Thursday, August 7, 2008

human vs. computer political surveys

I'm not sure I would have cared much about this until I was a candidate, but SurveyUSA has done most of the polling in my two campaigns, so this-- including their use of computers and their accuracy-- caught my eye.

Then, there's the potential for race bias-- the extent to which people will say they'll vote for Obama when they do not intend to do so.

Anyway, from Carl Bialik in the WSJ...

There are some presidential polling numbers you won't see on the nightly network news broadcasts. Yet, they have proved themselves to be every bit as accurate as other, widely reported polls -- in some cases, more so.
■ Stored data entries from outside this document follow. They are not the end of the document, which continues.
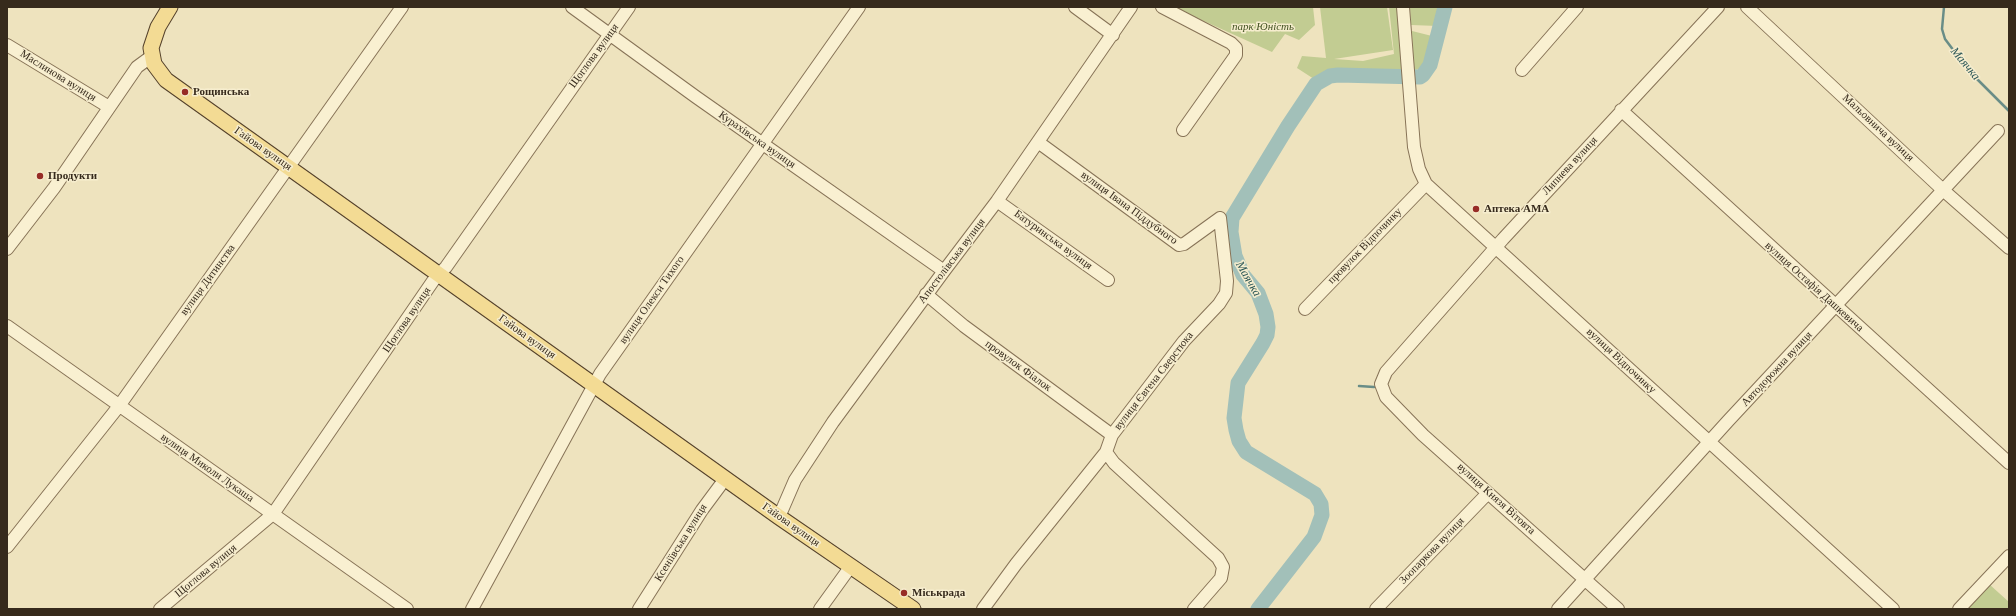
<!DOCTYPE html>
<html>
<head>
<meta charset="utf-8">
<style>
	body { margin:0 }
	#map { position:relative; width:2016px; height:616px; overflow:hidden; background:#eee3be; font-family:Georgia,serif }
	canvas { display:block }
	.frame { position:absolute; inset:0; border:8px solid #362a1c; pointer-events:none }
</style>
</head>
<body>
<div id="map">
<canvas width="2016" height="616"></canvas>
<div class="frame"></div>
</div>
<script>
const ctx = document.querySelector('canvas').getContext('2d');
ctx.lineJoin = 'round';
function fill(path, color) { ctx.fillStyle = color; ctx.fill(path, 'evenodd'); }
const poly = rows => new Path2D(rows.map(r => 'M' + r).join(''));
function trace(path, color, width, dash) { ctx.strokeStyle = color; ctx.lineWidth = width; ctx.lineCap = dash ? 'butt' : 'round'; ctx.setLineDash(dash || []); ctx.stroke(path); }
function drawText(font, color, halo, rows, align = 'center') {
  ctx.font = font + ' Georgia,serif'; ctx.lineWidth = 3; ctx.setLineDash([]); ctx.textBaseline = 'middle'; ctx.strokeStyle = halo; ctx.fillStyle = color; for (const [text, x, y, turn = 0] of rows) {
    ctx.save(); ctx.translate(x, y); ctx.rotate((+turn || 0) * Math.PI / 180); ctx.textAlign = isNaN(turn) ? turn : align; if (halo) ctx.strokeText(text, 0, 0); ctx.fillText(text, 0, 0); ctx.restore();
  }
}
const green = poly([
	[1173,7,1313,7,1315,25,1299,40,1285,34,1272,52],
	[1320,7,1387,7,1393,50,1334,59,1363,61,1394,54,1389,7,1398,7,1402,70,1323,75,1314,79,1297,68,1302,56,1326,58],
	[1410,7,1442,7,1438,26,1411,25],
	[1412,31,1436,37,1421,69,1413,70],
	[1989,584,2009,602,2009,609,1966,609]
]);
const stream = poly([
	[1944,7,1942,29,1945,39,1969,71,2009,111],
	[1359,386,1374,387]
]);
const river = poly([
	[1258,609,1314,537,1322,515,1321,504,1315,494,1246,452,1239,441,1236,430,1234,418,1238,383,1263,343,1267,335,1268,327,1266,314,1258,293,1243,275,1235,256,1231,232,1232,218,1288,126,1316,84,1330,76,1338,75,1420,77,1423,75,1430,65,1445,7]
]);
const minor = poly([
	[572,7,696,97,944,271],
	[1075,7,1113,35],
	[1162,7,1231,43,1236,48,1236,55,1183,130],
	[1403,7,1414,147,1419,169,1426,184,1893,609],
	[1747,7,1943,190,2009,248],
	[7,45,109,107],
	[1522,70,1577,7],
	[1621,110,2009,463],
	[1038,142,1179,245,1184,244,1220,218],
	[997,201,1108,280],
	[7,249,54,188,137,67,152,56],
	[926,294,964,326,1112,435],
	[1305,309,1426,184],
	[7,326,407,609],
	[1106,452,1114,463,1218,558,1223,567,1221,578,1194,609],
	[779,517,795,480,833,422,944,271,997,201,1131,7],
	[7,547,119,406,402,7],
	[160,609,273,514,433,281,446,267,629,7],
	[472,609,600,374,859,7],
	[639,609,702,510,725,479],
	[820,609,851,566],
	[983,609,1016,564,1106,452,1112,435,1184,341,1219,304,1226,293,1227,281,1220,218],
	[1376,609,1488,493],
	[1558,609,1728,421,1998,131],
	[1618,609,1423,435,1386,397,1381,384,1386,372,1503,239,1718,7],
	[1959,609,2009,556]
]);
const major = poly([
	[170,7,158,27,151,48,154,64,166,80,779,517,913,609]
]);
const markers = [
	[185,92,4,"#972c26"],
	[40,176,4,"#972c26"],
	[1476,209,4,"#972c26"],
	[904,593,4,"#972c26"]
];
const parkNames = [
	["парк Юність",1263,27]
];
const streetNames = [
	["Щоглова вулиця",594,56,-54],
	["Маслинова вулиця",58,76,32],
	["Мальовнича вулиця",1878,128,43],
	["Курахівська вулиця",757,140,35],
	["Гайова вулиця",263,149,35],
	["Липнева вулиця",1570,166,-47],
	["вулиця Івана Піддубного",1129,208,36],
	["Батуринська вулиця",1053,240,36],
	["провулок Відпочинку",1365,246,-46],
	["Апостолівська вулиця",952,261,-53],
	["вулиця Дитинства",208,280,-54],
	["вулиця Остафія Дашкевича",1814,287,42],
	["вулиця Олекси Тихого",652,300,-55],
	["Щоглова вулиця",407,320,-56],
	["Гайова вулиця",527,337,36],
	["вулиця Відпочинку",1621,361,43],
	["провулок Фіалок",1018,366,36],
	["Автодорожна вулиця",1777,369,-47],
	["вулиця Євгена Сверстюка",1154,381,-52],
	["вулиця Миколи Лукаша",207,468,35],
	["вулиця Князя Вітовта",1496,499,42],
	["Гайова вулиця",791,525,35],
	["Ксеніївська вулиця",681,543,-58],
	["Зоопаркова вулиця",1432,551,-46],
	["Щоглова вулиця",206,571,-40]
];
const poiNames = [
	["Рощинська",193,92],
	["Продукти",48,176],
	["Аптека АМА",1484,209],
	["Міськрада",912,593]
];
const waterNames = [
	["Маячка",1965,64,50],
	["Маячка",1248,279,60]
];
fill(green, '#c2cc92');
trace(stream, '#698d87', 2.5);
trace(river, '#a2c0b9', 15);
trace(minor, '#877357', 14);
trace(major, '#54412b', 17);
trace(minor, '#f9f0d1', 12);
trace(major, '#f3db94', 15);
for (const [x, y, r, color] of markers) { const dot = new Path2D(); dot.arc(x, y, r, 0, 2 * Math.PI); ctx.fillStyle = color; ctx.fill(dot); trace(dot, '#f6edce', 1.5); }
drawText('italic 11px', '#435322', '#f6edce', parkNames);
drawText('11px', '#362a1c', '#f6edce', streetNames);
drawText('bold 11px', '#362a1c', '#f6edce', poiNames, 'left');
drawText('italic 12px', '#2a5656', '#f6edce', waterNames);
</script>
</body>
</html>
These shunned polls, however, are conducted by computer rather than by a person, so they don't make the cut with many of the big mainstream media, nor with polling experts. One prominent polling textbook, by Paul J. Lavrakas and Michael Traugott, refers to these surveys as Computerized Response Automated Polls -- insulting acronym intended.

The critics have legitimate complaints about such polls, including that a 12-year-old boy can convince a computer, but probably not a live interviewer, that he's a 37-year-old woman. But in these times of slashed media-polling budgets, declining response rates and the migration to cellphones, most polls are far from theoretically pure. Watching the survey sausage get made isn't pretty. Excluding only computer-assisted polling numbers seems arbitrary and leaves gaps in our knowledge about the presidential election....

The automated polls, or IVRs for interactive voice response, work like this: Respondents hear a recorded voice -- sometimes of a local TV-news anchor, sometimes of a professional actor -- that greets them and asks if they're willing to take part in a quick survey. Then they're asked to enter their political preferences and demographic information using their keypad...

Automated polls can cost as little as one-tenth the equivalent, live-interview phone poll. The cost advantage builds when a poll is repeated, identically, to track opinion over time...

As a result, automated polls are beginning to crowd out the rest....

Their accuracy record in the primaries -- such as it was -- was roughly equivalent to the live-interviewer surveys. Each missed the final margin by an average of about seven points in these races...

SurveyUSA, which pioneered these polls, has an impressive record for accuracy....

Recorded polls, however, offer several advantages. Interviewers are selected because their voices inspire trust (SurveyUSA uses local TV anchors; other automated pollsters use actors or, in the case of Rasmussen Reports, women 30 to 40 years old with Midwestern accents). Politicians' names are pronounced correctly and identically each time, and responses entered correctly are recorded correctly.

There also is evidence that automated polls inspire honesty, particularly on sensitive topics....

Meanwhile, conventional polls are hardly reaching a truly random sample these days. Response rates have fallen below 20% in many cases, and it's hard to know whether the other 80% who aren't home or refuse participation are like those who do respond. Most pollsters aren't dialing cellphones. And traditional pollsters don't always randomly select respondents from within households....

Until this election cycle, the Capitol Hill newspaper Roll Call wouldn't publish results from automated polls. Now it's commissioning polls from SurveyUSA.